• [WHAT YOU SHOULD DO]: Select, from the data, each line where "rows" occurs.

═══ DATA PROVIDED ═══

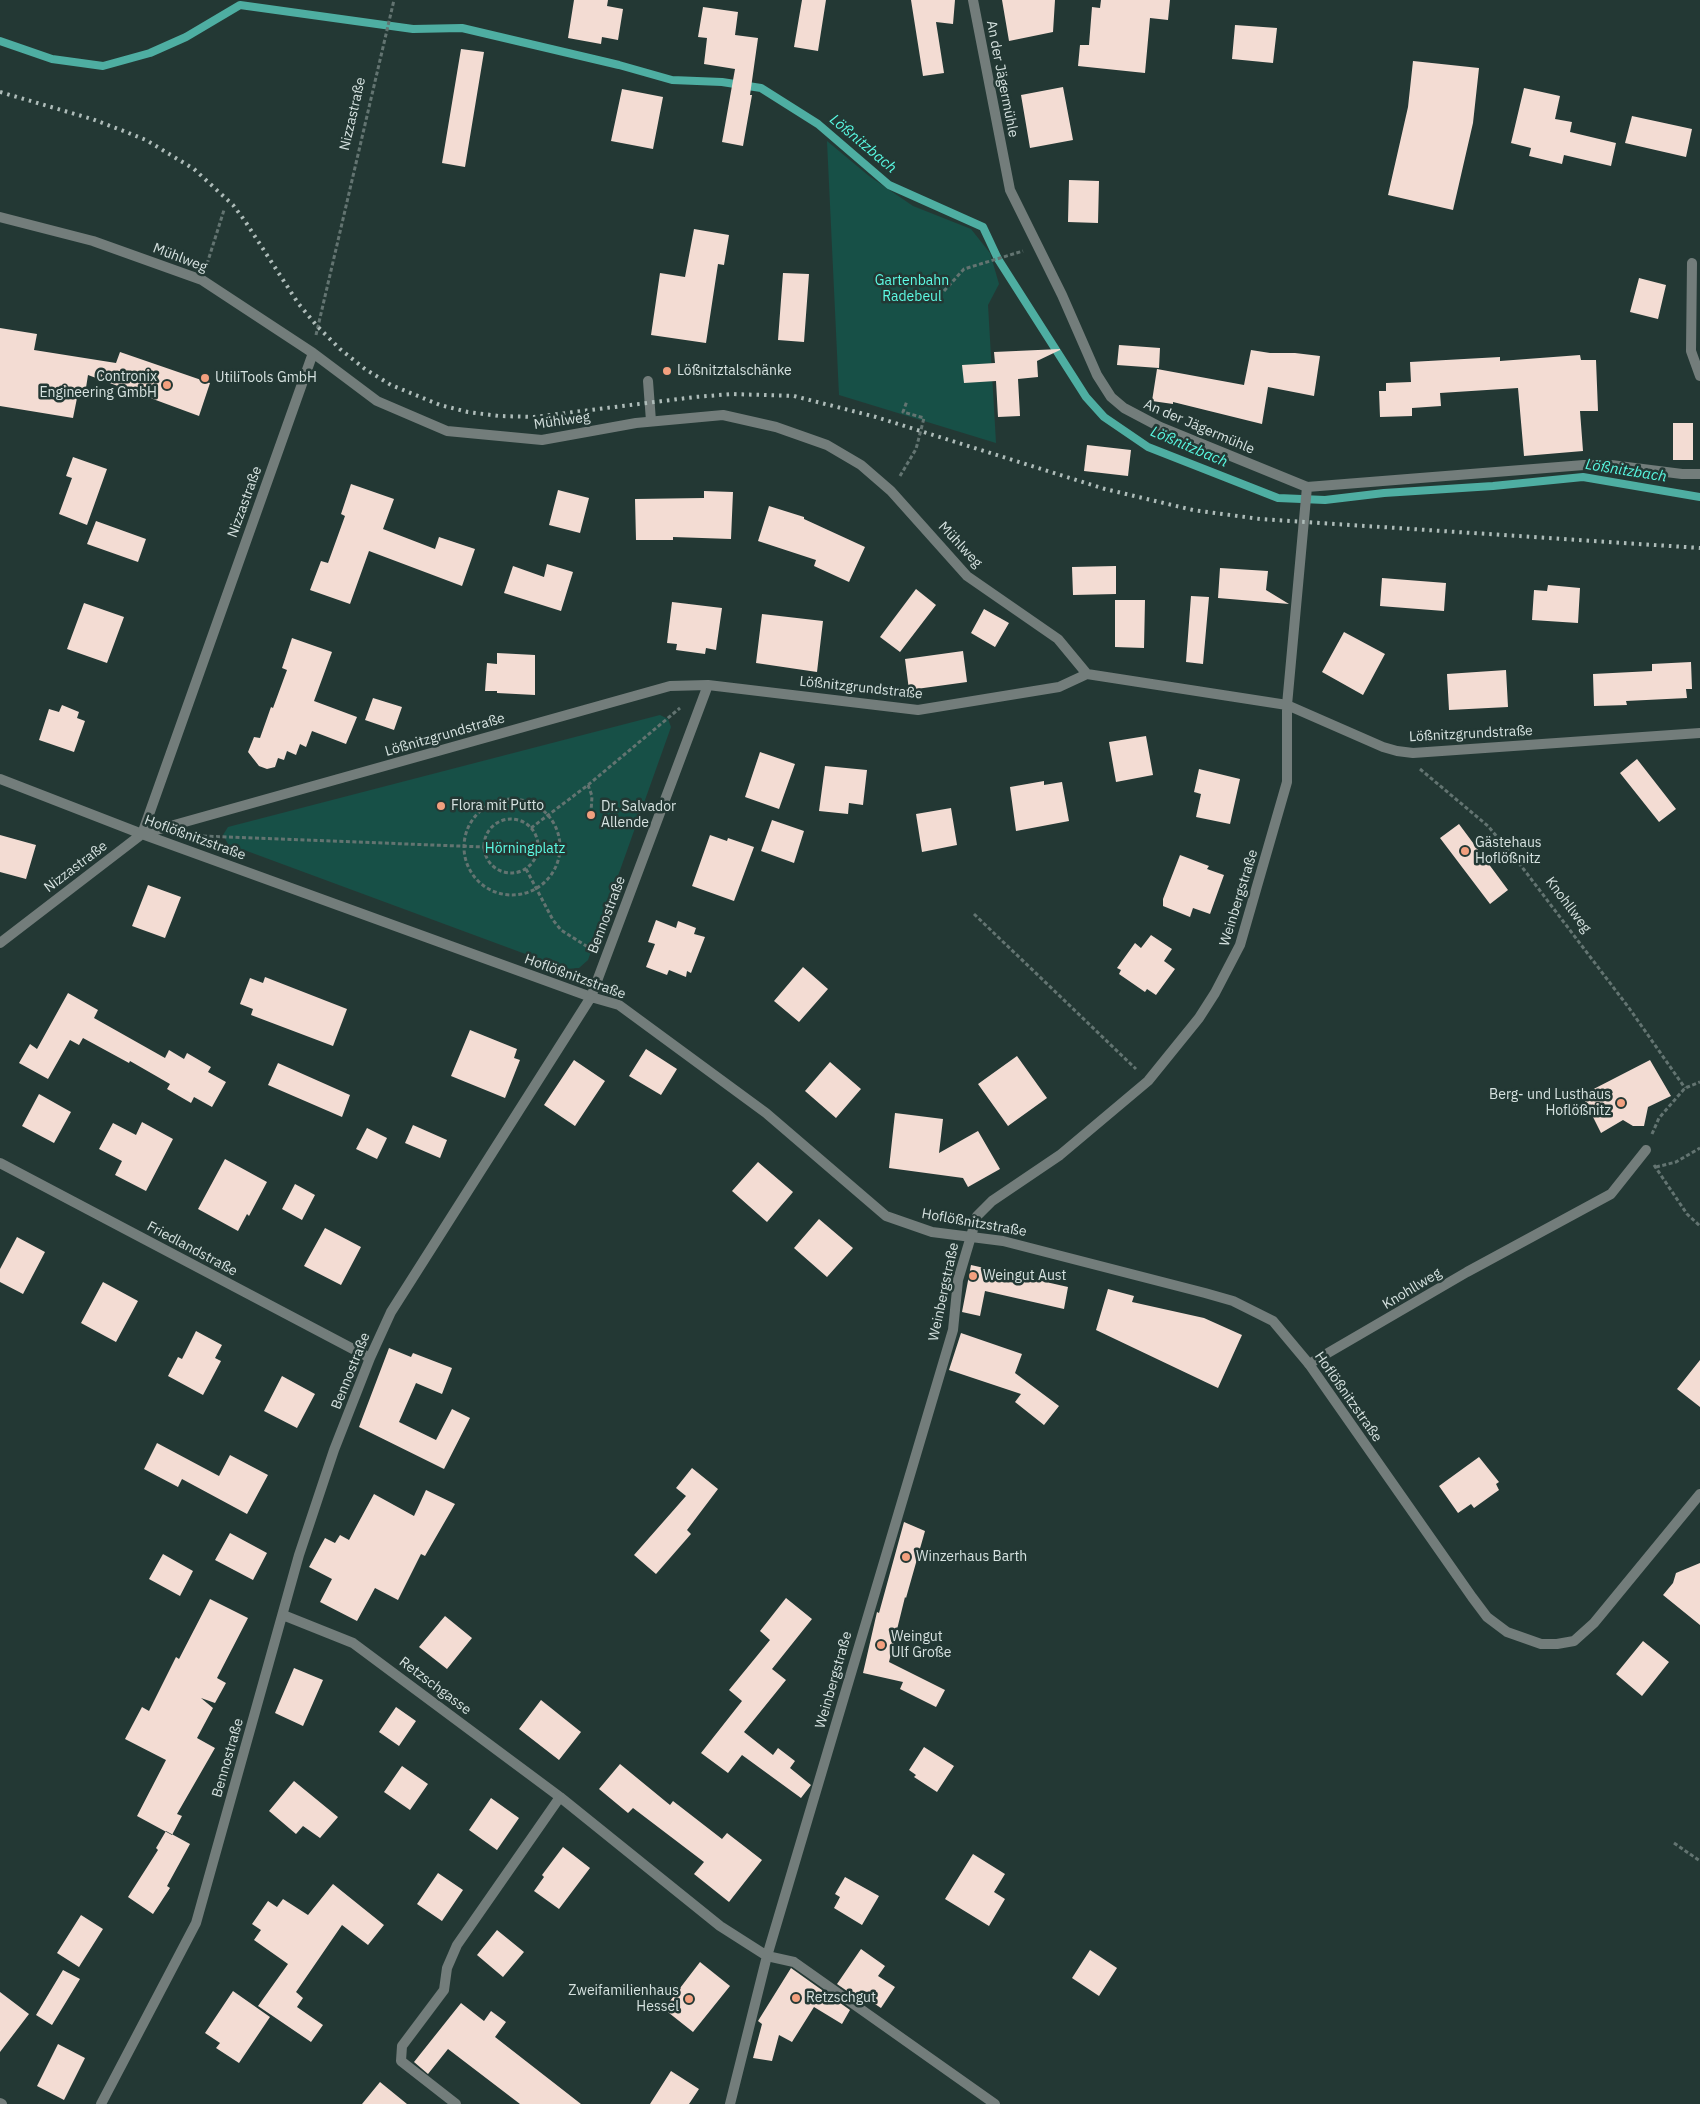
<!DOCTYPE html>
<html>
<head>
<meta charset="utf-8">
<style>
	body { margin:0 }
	canvas { display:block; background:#233834 }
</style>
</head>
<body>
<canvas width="1700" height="2104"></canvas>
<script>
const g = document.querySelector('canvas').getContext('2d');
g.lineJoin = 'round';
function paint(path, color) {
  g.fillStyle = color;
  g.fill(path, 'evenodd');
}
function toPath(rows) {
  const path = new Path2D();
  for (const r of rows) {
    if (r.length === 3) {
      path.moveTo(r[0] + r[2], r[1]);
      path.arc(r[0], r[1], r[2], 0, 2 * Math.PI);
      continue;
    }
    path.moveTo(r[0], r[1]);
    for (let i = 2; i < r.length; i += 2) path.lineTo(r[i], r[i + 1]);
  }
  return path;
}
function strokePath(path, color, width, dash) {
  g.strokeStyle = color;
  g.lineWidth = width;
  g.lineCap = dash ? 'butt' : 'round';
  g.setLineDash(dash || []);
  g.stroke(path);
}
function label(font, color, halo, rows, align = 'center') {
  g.font = font + ' "IBM Plex Sans",sans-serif';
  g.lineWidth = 5;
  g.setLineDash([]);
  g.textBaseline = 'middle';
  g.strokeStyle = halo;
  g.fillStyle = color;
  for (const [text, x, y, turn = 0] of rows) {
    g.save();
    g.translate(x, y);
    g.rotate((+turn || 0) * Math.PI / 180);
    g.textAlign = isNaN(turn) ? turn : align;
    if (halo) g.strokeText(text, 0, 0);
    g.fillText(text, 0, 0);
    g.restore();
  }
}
const green = toPath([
	[827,141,869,176,913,206,971,229,990,253,999,284,988,305,996,443,839,395],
	[660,715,668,719,671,727,588,960,579,968,566,969,228,844,223,835,228,827]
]);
const stream = toPath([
	[0,41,52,59,103,66,150,53,186,37,240,5,413,29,462,28,619,65,672,80,722,82,761,88,818,124,889,185,983,227,998,259,1086,397,1104,417,1148,447,1278,498,1325,500,1384,493,1493,486,1583,477,1700,497]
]);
const building = toPath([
	[574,0,608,0,607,6,623,9,618,40,602,37,601,44,568,38],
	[802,0,826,0,818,51,794,47],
	[911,0,955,0,953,24,936,22,944,73,923,76],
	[1002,0,1055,0,1053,32,1009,41],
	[1101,0,1170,0,1168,20,1150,18,1145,73,1078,66,1080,45,1089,45,1092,7,1100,8],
	[703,7,738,12,735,35,758,38,750,95,752,95,743,146,722,142,735,69,704,64,707,38,698,37],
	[1235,25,1277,28,1273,63,1232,59],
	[461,49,484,52,465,167,442,163],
	[1413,61,1479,68,1473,123,1453,210,1388,195,1408,107],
	[1063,87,1073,140,1030,148,1021,95],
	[1524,88,1560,96,1555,119,1572,122,1570,132,1616,143,1611,166,1564,155,1562,164,1529,156,1531,148,1511,143],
	[622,89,663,97,653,149,611,141],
	[1632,116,1692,129,1686,157,1625,143],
	[1069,180,1099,181,1098,223,1068,222],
	[694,229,729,235,724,265,718,264,706,343,651,335,660,273,685,277],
	[783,273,809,274,804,342,778,340],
	[1639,278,1666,285,1658,319,1630,312],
	[0,328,37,334,34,350,116,363,120,352,210,383,199,416,88,375,85,394,78,393,73,418,0,406],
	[1119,345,1160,348,1159,368,1117,365],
	[1060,349,1060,350,1037,361,1038,377,1018,379,1020,416,998,417,996,381,964,383,962,365,995,363,994,352],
	[1251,350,1270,353,1295,353,1320,356,1314,396,1268,387,1262,424,1173,402,1173,404,1152,401,1157,369,1244,385],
	[1580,355,1581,360,1596,360,1598,411,1580,411,1583,451,1524,456,1518,388,1440,393,1441,406,1412,408,1412,416,1380,417,1379,391,1386,391,1386,383,1411,382,1410,362,1500,357,1500,361],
	[1673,423,1693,423,1693,460,1673,460],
	[1087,445,1131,450,1128,476,1084,471],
	[73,457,107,469,87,525,59,514,72,478,66,476],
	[351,484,394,499,383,529,435,549,439,537,475,549,462,586,369,551,350,604,310,590,321,561,328,563,345,516,341,514],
	[558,490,589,498,580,533,549,525],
	[704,491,733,492,731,539,673,537,673,540,636,540,635,499,704,498],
	[769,506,804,517,804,519,865,547,849,582,814,566,816,560,758,541],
	[96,521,146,539,138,562,87,544],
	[547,564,573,572,561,611,504,593,513,566,544,577],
	[1116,566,1116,594,1073,595,1072,567],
	[1220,568,1268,571,1266,590,1289,604,1218,598],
	[1382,578,1446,583,1444,611,1380,606],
	[1548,585,1580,588,1578,623,1532,620,1534,590,1547,591],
	[916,589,936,605,900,652,880,637],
	[1191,596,1209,597,1203,664,1186,662],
	[1115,600,1145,600,1144,648,1115,647],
	[672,602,722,608,716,650,706,648,705,654,676,650,677,644,667,643],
	[84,603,124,617,107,663,67,649],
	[984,609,1009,623,995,647,971,633],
	[762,614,823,621,817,672,756,663],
	[1344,632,1385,654,1363,695,1322,672],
	[292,638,332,652,314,701,357,717,346,744,312,731,306,747,300,744,296,755,287,751,284,760,278,758,275,767,267,769,259,766,248,752,254,737,260,738,271,707,273,708,287,670,282,668],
	[963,651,967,682,909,690,905,659],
	[497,653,535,655,535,695,497,693,497,691,485,691,487,663,497,664],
	[1691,662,1692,689,1686,689,1687,698,1626,701,1627,705,1594,706,1593,674,1652,671,1652,664],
	[1506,670,1508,707,1449,710,1447,674],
	[373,698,402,707,394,730,365,720],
	[62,705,79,712,77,718,85,721,74,752,39,740,49,709,59,712],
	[1146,736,1153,775,1116,782,1109,742],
	[760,752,795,764,779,809,745,797],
	[1637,759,1676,809,1659,822,1620,773],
	[825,766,867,770,863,805,849,803,848,814,819,811],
	[1199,769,1240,779,1230,824,1196,817,1201,794,1194,792],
	[1044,781,1044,785,1062,782,1069,821,1016,831,1010,787],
	[951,808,957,845,922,852,916,814],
	[772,820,804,831,794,863,761,851],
	[1459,824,1508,890,1490,904,1440,838],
	[0,835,36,845,26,879,0,872],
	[710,835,727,841,728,838,754,847,734,901,692,886],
	[1180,855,1209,866,1207,869,1224,875,1210,914,1193,908,1190,917,1163,906,1163,899],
	[148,885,181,897,165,938,132,926],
	[656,920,676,928,678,921,696,928,694,934,705,937,691,973,687,971,686,977,669,970,667,975,646,967,655,944,648,942],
	[1151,935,1172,949,1164,961,1175,969,1156,995,1147,989,1145,992,1119,974,1121,970,1117,968,1135,943,1141,948],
	[803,967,828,989,799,1022,774,1001],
	[265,977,347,1009,333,1046,251,1015,253,1009,240,1004,250,978,263,983],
	[68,993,98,1010,94,1018,165,1058,169,1050,184,1059,187,1053,211,1067,208,1072,226,1082,212,1107,194,1097,191,1103,167,1089,170,1084,130,1061,129,1063,83,1038,79,1045,70,1040,48,1079,19,1063,30,1044,37,1049],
	[470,1030,517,1049,514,1058,520,1060,505,1098,451,1076],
	[646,1049,677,1069,661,1095,629,1076],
	[1017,1056,1047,1098,1008,1126,978,1084],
	[574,1060,605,1081,575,1126,544,1105],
	[1650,1060,1671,1096,1648,1107,1644,1126,1633,1126,1623,1120,1601,1133,1582,1095],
	[830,1062,861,1089,836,1118,805,1091],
	[278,1063,350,1095,342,1117,268,1085],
	[39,1094,71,1112,54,1143,22,1126],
	[895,1113,943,1119,939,1153,978,1131,1000,1169,968,1187,963,1178,889,1168],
	[142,1122,173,1139,146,1191,115,1175,122,1161,99,1149,113,1123,136,1135],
	[413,1125,447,1140,440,1158,405,1143],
	[367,1128,387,1138,377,1159,356,1149],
	[225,1159,267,1182,249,1216,247,1214,238,1231,198,1209],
	[758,1162,793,1192,767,1222,732,1191],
	[295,1184,315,1195,302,1220,282,1209],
	[819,1219,853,1248,827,1277,794,1248],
	[325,1228,361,1247,341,1285,304,1266],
	[17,1237,45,1252,23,1294,0,1282,0,1269],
	[971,1265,1068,1287,1064,1309,985,1291,980,1316,962,1312],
	[103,1282,138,1301,116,1342,81,1323],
	[1108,1289,1134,1296,1132,1302,1204,1318,1242,1335,1218,1388,1096,1330],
	[196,1331,222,1345,215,1358,221,1361,203,1395,168,1376,178,1357,182,1359],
	[961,1333,1022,1354,1015,1373,1059,1406,1044,1425,1015,1402,1021,1394,949,1370],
	[389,1348,411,1357,413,1353,452,1368,442,1394,416,1383,399,1422,436,1440,452,1409,470,1418,444,1469,359,1427],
	[1700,1360,1700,1407,1677,1389],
	[282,1376,315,1394,297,1428,264,1411],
	[157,1443,219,1476,230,1455,268,1475,247,1514,182,1479,178,1487,144,1469],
	[1479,1457,1499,1482,1496,1484,1499,1490,1474,1508,1471,1504,1458,1513,1439,1486],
	[692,1468,718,1489,687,1530,691,1534,656,1574,634,1555,686,1496,676,1488],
	[426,1490,455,1504,425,1556,421,1554,398,1600,375,1588,357,1621,320,1602,332,1579,309,1567,325,1538,335,1543,340,1535,349,1540,374,1494,414,1516],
	[904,1522,925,1531,906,1598,905,1597,889,1662,945,1690,936,1707,900,1689,903,1682,863,1673,877,1612,879,1613],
	[230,1533,267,1553,253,1580,215,1560],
	[163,1554,193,1571,180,1596,149,1579],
	[1700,1563,1700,1625,1663,1595,1673,1583,1676,1573],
	[786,1598,812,1619,772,1669,786,1680,744,1732,773,1755,778,1748,795,1761,790,1768,811,1785,801,1798,742,1755,728,1773,701,1753,742,1701,729,1690,770,1640,760,1631],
	[210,1599,248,1618,217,1678,226,1683,215,1703,201,1698,213,1708,197,1738,215,1748,177,1814,182,1816,172,1835,137,1816,166,1760,125,1739,142,1707,149,1711,176,1657,179,1659],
	[445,1616,472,1638,447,1669,419,1647],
	[1643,1641,1669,1662,1642,1696,1616,1674],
	[294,1668,323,1680,303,1726,275,1713],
	[541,1700,581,1732,559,1760,519,1729],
	[396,1707,416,1721,399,1746,379,1732],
	[924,1747,954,1766,937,1792,914,1777,916,1775,909,1770],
	[620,1764,670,1805,673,1801,722,1839,727,1833,762,1860,729,1902,694,1874,704,1862,633,1808,628,1813,599,1789],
	[402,1766,428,1784,410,1810,384,1792],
	[294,1781,338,1817,320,1838,303,1826,296,1834,269,1811],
	[491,1798,519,1818,497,1850,469,1830],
	[166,1831,190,1844,167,1886,170,1888,153,1914,128,1897,158,1850,156,1848],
	[563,1847,590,1868,559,1909,534,1891,544,1877,542,1875],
	[973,1854,1005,1874,994,1892,1005,1899,989,1926,945,1899],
	[438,1873,463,1890,442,1921,417,1904],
	[845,1877,879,1896,862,1925,834,1908,840,1897,835,1894],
	[333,1884,384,1925,368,1945,342,1925,296,1992,303,1998,297,2007,323,2025,311,2042,258,2006,288,1964,254,1940,261,1930,252,1924,268,1901,277,1907,283,1899,308,1915],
	[81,1915,103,1929,79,1967,57,1953],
	[497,1930,524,1952,503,1977,477,1955],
	[861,1949,885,1966,878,1976,895,1987,881,2008,860,1994,857,1998,837,1984],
	[1090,1950,1117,1968,1099,1996,1072,1978],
	[700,1962,730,1986,693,2032,664,2009],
	[791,1968,850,2010,842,2024,814,2007,792,2042,779,2035,772,2061,753,2058,762,2024,758,2021],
	[63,1970,80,1979,52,2025,36,2015],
	[233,1991,270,2017,239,2063,216,2048,220,2043,205,2033],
	[0,1992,29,2014,0,2052],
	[461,2003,484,2021,491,2011,506,2022,495,2037,581,2104,520,2104,448,2049,428,2074,414,2062],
	[58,2044,85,2058,64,2100,37,2086],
	[671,2071,699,2089,689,2104,650,2104],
	[380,2082,407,2104,362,2104]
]);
const path = toPath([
	[207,264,224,210],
	[944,291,964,269,1023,251],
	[316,335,394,0],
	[900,476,916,449,924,418,903,412,907,401],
	[1420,769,1488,826,1522,867,1629,1008,1685,1088],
	[588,785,592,796,591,812],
	[512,847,48],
	[511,846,27],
	[531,828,588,785,680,708],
	[203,836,484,847],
	[526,869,553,920,561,930,591,949],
	[974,914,1136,1069],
	[1652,1134,1659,1118,1685,1088,1700,1082],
	[1654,1165,1687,1214,1700,1226],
	[1656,1167,1676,1162,1700,1148],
	[1674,1843,1700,1861]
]);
const service = toPath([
	[648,381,651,421],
	[1309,1364,1467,1272,1611,1194,1646,1150],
	[767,1956,794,1962,995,2104]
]);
const minor = toPath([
	[973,0,1010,190,1062,295,1097,375,1111,397,1124,408,1160,427,1307,487,1584,465,1611,465,1682,474,1700,474],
	[0,217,93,241,202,280,313,353,377,401,447,431,542,440,636,423,723,415,776,427,827,445,861,465,891,491,967,576,1058,639,1087,674],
	[1692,263,1691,351,1700,376],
	[0,779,142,834,591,997,619,1005,766,1113,886,1216,932,1232,1003,1241,1205,1293,1233,1301,1273,1321,1309,1364,1472,1597,1487,1617,1507,1632,1541,1644,1557,1644,1574,1641,1594,1623,1700,1494],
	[142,834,670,686,708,685,918,710,1059,687,1087,674,1287,705,1383,747,1397,751,1413,753,1700,733],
	[0,943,142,834,313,353],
	[0,1163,370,1358],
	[283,1615,353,1643,560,1797,720,1926,767,1956],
	[0,2103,2,2104],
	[101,2104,196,1923,299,1555,334,1450,370,1358,391,1312,591,997,708,685],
	[456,2104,401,2061,402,2046,444,1990,447,1968,457,1945,560,1797],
	[730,2104,767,1956,953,1330,958,1280,977,1216,992,1201,1060,1155,1148,1081,1199,1018,1215,993,1240,945,1287,782,1287,705,1307,487]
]);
const rail = toPath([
	[0,92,92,119,121,130,146,140,194,169,233,205,245,221,298,303,317,326,340,349,365,369,391,385,440,405,468,412,499,416,534,417,695,397,732,394,794,396,876,417,1105,489,1193,510,1260,519,1700,548]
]);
const markers = [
	[667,371,5,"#f2a07f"],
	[205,378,5,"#f2a07f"],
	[167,385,5,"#f2a07f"],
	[441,806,5,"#f2a07f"],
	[591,815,5,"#f2a07f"],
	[1465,851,5,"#f2a07f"],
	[1621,1103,5,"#f2a07f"],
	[973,1276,5,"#f2a07f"],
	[906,1557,5,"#f2a07f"],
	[881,1645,5,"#f2a07f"],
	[796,1998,5,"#f2a07f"],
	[689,1999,5,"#f2a07f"]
];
const streetNames = [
	["An der Jägermühle",1002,79,79],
	["Nizzastraße",353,114,-77],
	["Mühlweg",180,258,21],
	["Mühlweg",562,421,-8],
	["An der Jägermühle",1199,427,23],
	["Nizzastraße",245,502,-70],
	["Mühlweg",960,545,47],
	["Lößnitzgrundstraße",861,688,6],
	["Lößnitzgrundstraße",1471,734,-3],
	["Lößnitzgrundstraße",445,735,-16],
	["Hoflößnitzstraße",195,838,20],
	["Nizzastraße",76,867,-37],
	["Weinbergstraße",1239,898,-73],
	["Knohllweg",1568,905,53],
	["Bennostraße",607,915,-69],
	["Hoflößnitzstraße",575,977,20],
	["Hoflößnitzstraße",974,1223,10],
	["Friedlandstraße",192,1249,28],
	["Knohllweg",1412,1289,-31],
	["Weinbergstraße",944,1292,-78],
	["Bennostraße",351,1371,-68],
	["Hoflößnitzstraße",1348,1397,55],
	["Weinbergstraße",834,1680,-74],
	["Retzschgasse",435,1686,37],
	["Bennostraße",228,1758,-74]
];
const parkNames = [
	["Gartenbahn",912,281],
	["Radebeul",912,297],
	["Hörningplatz",525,849]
];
const poiNames = [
	["Lößnitztalschänke",677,371],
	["Contronix",157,377,"right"],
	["Engineering GmbH",157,393,"right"],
	["UtiliTools GmbH",215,378],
	["Flora mit Putto",451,806],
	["Dr. Salvador",601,807],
	["Allende",601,823],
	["Gästehaus",1475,843],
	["Hoflößnitz",1475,859],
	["Berg- und Lusthaus",1611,1095,"right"],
	["Hoflößnitz",1611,1111,"right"],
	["Weingut Aust",983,1276],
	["Winzerhaus Barth",916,1557],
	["Weingut",891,1637],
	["Ulf Große",891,1653],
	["Zweifamilienhaus",679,1991,"right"],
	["Hessel",679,2007,"right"],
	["Retzschgut",806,1998]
];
const waterNames = [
	["Lößnitzbach",863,144,40],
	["Lößnitzbach",1189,447,23],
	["Lößnitzbach",1626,471,9]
];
paint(green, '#175047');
strokePath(stream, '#4eaea2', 8);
paint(building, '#f3dcd3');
strokePath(path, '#637471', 3, [4, 2.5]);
strokePath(service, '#737d7b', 10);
strokePath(minor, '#737d7b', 10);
strokePath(rail, '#aebcb9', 4, [2.5, 5]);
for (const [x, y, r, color] of markers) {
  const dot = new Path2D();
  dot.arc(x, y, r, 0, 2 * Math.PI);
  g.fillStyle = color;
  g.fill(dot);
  strokePath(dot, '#233834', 2);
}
label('14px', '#d6e2e0', '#233834', streetNames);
label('14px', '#5dfbe4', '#233834', parkNames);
label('14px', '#d6e2e0', '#233834', poiNames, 'left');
label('italic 15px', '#58f7e0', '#233834', waterNames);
</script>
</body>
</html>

═══

• [OUTPUT FOR THIS EXERCISE]:
function toPath(rows) {
  for (const r of rows) {
function label(font, color, halo, rows, align = 'center') {
  for (const [text, x, y, turn = 0] of rows) {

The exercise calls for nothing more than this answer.